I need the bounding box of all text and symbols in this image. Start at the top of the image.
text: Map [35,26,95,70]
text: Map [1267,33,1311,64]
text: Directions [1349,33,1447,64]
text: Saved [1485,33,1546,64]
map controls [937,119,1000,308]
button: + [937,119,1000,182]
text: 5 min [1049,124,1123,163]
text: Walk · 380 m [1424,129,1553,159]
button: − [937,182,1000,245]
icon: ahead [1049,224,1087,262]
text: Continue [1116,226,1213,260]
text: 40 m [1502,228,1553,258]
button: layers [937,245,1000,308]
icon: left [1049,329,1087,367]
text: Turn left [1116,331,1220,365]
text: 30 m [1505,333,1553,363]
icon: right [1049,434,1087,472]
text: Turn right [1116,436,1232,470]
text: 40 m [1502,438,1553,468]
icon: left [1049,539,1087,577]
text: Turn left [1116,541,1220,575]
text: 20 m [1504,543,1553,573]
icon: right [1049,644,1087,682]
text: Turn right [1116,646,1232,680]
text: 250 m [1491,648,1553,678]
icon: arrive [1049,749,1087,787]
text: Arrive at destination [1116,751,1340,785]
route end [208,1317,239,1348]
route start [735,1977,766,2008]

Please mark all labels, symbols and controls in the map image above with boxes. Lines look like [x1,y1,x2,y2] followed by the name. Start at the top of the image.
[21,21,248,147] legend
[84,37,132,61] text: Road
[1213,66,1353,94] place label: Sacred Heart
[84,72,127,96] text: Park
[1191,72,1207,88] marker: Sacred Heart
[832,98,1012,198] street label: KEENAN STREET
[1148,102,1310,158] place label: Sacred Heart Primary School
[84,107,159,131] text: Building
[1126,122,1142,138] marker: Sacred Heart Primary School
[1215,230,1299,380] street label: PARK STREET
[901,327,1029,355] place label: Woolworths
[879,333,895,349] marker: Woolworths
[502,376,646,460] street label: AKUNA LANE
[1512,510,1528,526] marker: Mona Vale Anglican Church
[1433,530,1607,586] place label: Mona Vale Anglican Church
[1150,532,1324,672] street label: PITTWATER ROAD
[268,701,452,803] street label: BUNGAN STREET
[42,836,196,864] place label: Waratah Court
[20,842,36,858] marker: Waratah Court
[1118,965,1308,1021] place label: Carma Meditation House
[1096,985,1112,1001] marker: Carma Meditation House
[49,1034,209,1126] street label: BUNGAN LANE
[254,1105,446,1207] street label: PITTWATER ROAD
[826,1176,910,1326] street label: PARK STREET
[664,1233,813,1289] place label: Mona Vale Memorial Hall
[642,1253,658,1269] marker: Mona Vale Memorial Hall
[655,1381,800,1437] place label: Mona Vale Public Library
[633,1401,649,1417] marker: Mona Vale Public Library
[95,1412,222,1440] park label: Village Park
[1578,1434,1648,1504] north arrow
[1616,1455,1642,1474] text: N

++++++++++

WHAT TO DO: State the number of lines in the preceding data that contain the word "Library", and nothing besides.

FINAL ANSWER: 2